- [TRY IT]: Each line below must be printed again exactly.

[Recorded data]
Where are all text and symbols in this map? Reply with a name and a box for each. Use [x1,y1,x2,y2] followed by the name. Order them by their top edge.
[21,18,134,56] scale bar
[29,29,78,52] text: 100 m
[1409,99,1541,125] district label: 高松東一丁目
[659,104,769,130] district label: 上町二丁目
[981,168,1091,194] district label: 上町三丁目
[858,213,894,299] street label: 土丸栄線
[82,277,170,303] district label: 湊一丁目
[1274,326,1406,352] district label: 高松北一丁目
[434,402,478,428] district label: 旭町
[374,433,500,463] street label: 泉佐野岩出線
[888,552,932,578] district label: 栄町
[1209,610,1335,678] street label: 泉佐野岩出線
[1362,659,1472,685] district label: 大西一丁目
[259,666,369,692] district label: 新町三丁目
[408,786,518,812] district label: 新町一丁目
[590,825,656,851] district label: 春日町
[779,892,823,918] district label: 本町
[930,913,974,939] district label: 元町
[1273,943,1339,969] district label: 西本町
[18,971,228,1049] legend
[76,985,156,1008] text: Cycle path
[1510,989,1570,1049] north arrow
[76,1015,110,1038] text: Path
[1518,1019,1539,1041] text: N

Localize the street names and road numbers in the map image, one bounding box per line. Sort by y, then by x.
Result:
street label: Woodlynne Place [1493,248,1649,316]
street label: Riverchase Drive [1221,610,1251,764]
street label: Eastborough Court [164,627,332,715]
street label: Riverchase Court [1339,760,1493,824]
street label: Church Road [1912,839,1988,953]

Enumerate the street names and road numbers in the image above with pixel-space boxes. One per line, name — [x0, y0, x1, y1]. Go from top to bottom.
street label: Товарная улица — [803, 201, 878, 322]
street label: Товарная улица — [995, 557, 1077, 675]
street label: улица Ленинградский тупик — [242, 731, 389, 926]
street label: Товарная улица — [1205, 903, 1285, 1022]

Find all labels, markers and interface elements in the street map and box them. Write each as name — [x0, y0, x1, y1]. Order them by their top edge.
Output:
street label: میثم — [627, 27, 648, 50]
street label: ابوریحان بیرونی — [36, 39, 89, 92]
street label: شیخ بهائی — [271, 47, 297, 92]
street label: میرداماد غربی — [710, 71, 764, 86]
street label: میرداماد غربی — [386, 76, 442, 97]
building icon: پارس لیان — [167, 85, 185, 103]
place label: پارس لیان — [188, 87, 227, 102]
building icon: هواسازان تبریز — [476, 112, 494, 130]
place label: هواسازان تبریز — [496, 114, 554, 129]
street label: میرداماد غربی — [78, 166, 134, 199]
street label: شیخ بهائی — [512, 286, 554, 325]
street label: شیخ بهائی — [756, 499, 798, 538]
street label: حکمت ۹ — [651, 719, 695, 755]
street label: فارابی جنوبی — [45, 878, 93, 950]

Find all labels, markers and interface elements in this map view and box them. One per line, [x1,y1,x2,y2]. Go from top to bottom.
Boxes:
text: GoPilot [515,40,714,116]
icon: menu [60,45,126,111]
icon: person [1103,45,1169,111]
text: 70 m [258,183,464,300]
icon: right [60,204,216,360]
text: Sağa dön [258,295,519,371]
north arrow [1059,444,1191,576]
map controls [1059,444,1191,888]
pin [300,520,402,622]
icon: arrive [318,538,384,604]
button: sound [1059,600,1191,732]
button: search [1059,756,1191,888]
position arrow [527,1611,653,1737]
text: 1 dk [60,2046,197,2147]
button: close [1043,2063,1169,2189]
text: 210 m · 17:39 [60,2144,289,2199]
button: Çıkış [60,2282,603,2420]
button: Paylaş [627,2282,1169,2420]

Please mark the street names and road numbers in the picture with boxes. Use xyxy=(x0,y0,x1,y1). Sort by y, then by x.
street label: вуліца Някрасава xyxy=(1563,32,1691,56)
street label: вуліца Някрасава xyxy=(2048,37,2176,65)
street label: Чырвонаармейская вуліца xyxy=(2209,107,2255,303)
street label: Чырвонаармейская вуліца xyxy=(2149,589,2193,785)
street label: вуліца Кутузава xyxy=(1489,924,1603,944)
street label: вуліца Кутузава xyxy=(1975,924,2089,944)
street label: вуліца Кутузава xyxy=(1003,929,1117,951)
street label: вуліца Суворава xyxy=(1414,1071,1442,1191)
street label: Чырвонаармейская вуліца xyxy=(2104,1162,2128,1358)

- [TASK RESPONSE]:
Where are all text and symbols in this map? Reply with a name and a box for each. Use [x1,y1,x2,y2] followed by the name. Order them by their top edge.
[21,18,134,56] scale bar
[29,29,78,52] text: 100 m
[1409,99,1541,125] district label: 高松東一丁目
[659,104,769,130] district label: 上町二丁目
[981,168,1091,194] district label: 上町三丁目
[858,213,894,299] street label: 土丸栄線
[82,277,170,303] district label: 湊一丁目
[1274,326,1406,352] district label: 高松北一丁目
[434,402,478,428] district label: 旭町
[374,433,500,463] street label: 泉佐野岩出線
[888,552,932,578] district label: 栄町
[1209,610,1335,678] street label: 泉佐野岩出線
[1362,659,1472,685] district label: 大西一丁目
[259,666,369,692] district label: 新町三丁目
[408,786,518,812] district label: 新町一丁目
[590,825,656,851] district label: 春日町
[779,892,823,918] district label: 本町
[930,913,974,939] district label: 元町
[1273,943,1339,969] district label: 西本町
[18,971,228,1049] legend
[76,985,156,1008] text: Cycle path
[1510,989,1570,1049] north arrow
[76,1015,110,1038] text: Path
[1518,1019,1539,1041] text: N

Localize the street names and road numbers in the map image, one bounding box per line. Sort by y, then by x.
Result:
street label: Woodlynne Place [1493,248,1649,316]
street label: Riverchase Drive [1221,610,1251,764]
street label: Eastborough Court [164,627,332,715]
street label: Riverchase Court [1339,760,1493,824]
street label: Church Road [1912,839,1988,953]

Enumerate the street names and road numbers in the image above with pixel-space boxes. One per line, name — [x0, y0, x1, y1]. Go from top to bottom.
street label: Товарная улица — [803, 201, 878, 322]
street label: Товарная улица — [995, 557, 1077, 675]
street label: улица Ленинградский тупик — [242, 731, 389, 926]
street label: Товарная улица — [1205, 903, 1285, 1022]

Find all labels, markers and interface elements in the street map and box them. Write each as name — [x0, y0, x1, y1]. Order them by their top edge.
Output:
street label: میثم — [627, 27, 648, 50]
street label: ابوریحان بیرونی — [36, 39, 89, 92]
street label: شیخ بهائی — [271, 47, 297, 92]
street label: میرداماد غربی — [710, 71, 764, 86]
street label: میرداماد غربی — [386, 76, 442, 97]
building icon: پارس لیان — [167, 85, 185, 103]
place label: پارس لیان — [188, 87, 227, 102]
building icon: هواسازان تبریز — [476, 112, 494, 130]
place label: هواسازان تبریز — [496, 114, 554, 129]
street label: میرداماد غربی — [78, 166, 134, 199]
street label: شیخ بهائی — [512, 286, 554, 325]
street label: شیخ بهائی — [756, 499, 798, 538]
street label: حکمت ۹ — [651, 719, 695, 755]
street label: فارابی جنوبی — [45, 878, 93, 950]

Find all labels, markers and interface elements in this map view and box them. One per line, [x1,y1,x2,y2]. Go from top to bottom.
Boxes:
text: GoPilot [515,40,714,116]
icon: menu [60,45,126,111]
icon: person [1103,45,1169,111]
text: 70 m [258,183,464,300]
icon: right [60,204,216,360]
text: Sağa dön [258,295,519,371]
north arrow [1059,444,1191,576]
map controls [1059,444,1191,888]
pin [300,520,402,622]
icon: arrive [318,538,384,604]
button: sound [1059,600,1191,732]
button: search [1059,756,1191,888]
position arrow [527,1611,653,1737]
text: 1 dk [60,2046,197,2147]
button: close [1043,2063,1169,2189]
text: 210 m · 17:39 [60,2144,289,2199]
button: Çıkış [60,2282,603,2420]
button: Paylaş [627,2282,1169,2420]

Please mark the street names and road numbers in the picture with boxes. Use xyxy=(x0,y0,x1,y1). Sort by y, then by x.
street label: вуліца Някрасава xyxy=(1563,32,1691,56)
street label: вуліца Някрасава xyxy=(2048,37,2176,65)
street label: Чырвонаармейская вуліца xyxy=(2209,107,2255,303)
street label: Чырвонаармейская вуліца xyxy=(2149,589,2193,785)
street label: вуліца Кутузава xyxy=(1489,924,1603,944)
street label: вуліца Кутузава xyxy=(1975,924,2089,944)
street label: вуліца Кутузава xyxy=(1003,929,1117,951)
street label: вуліца Суворава xyxy=(1414,1071,1442,1191)
street label: Чырвонаармейская вуліца xyxy=(2104,1162,2128,1358)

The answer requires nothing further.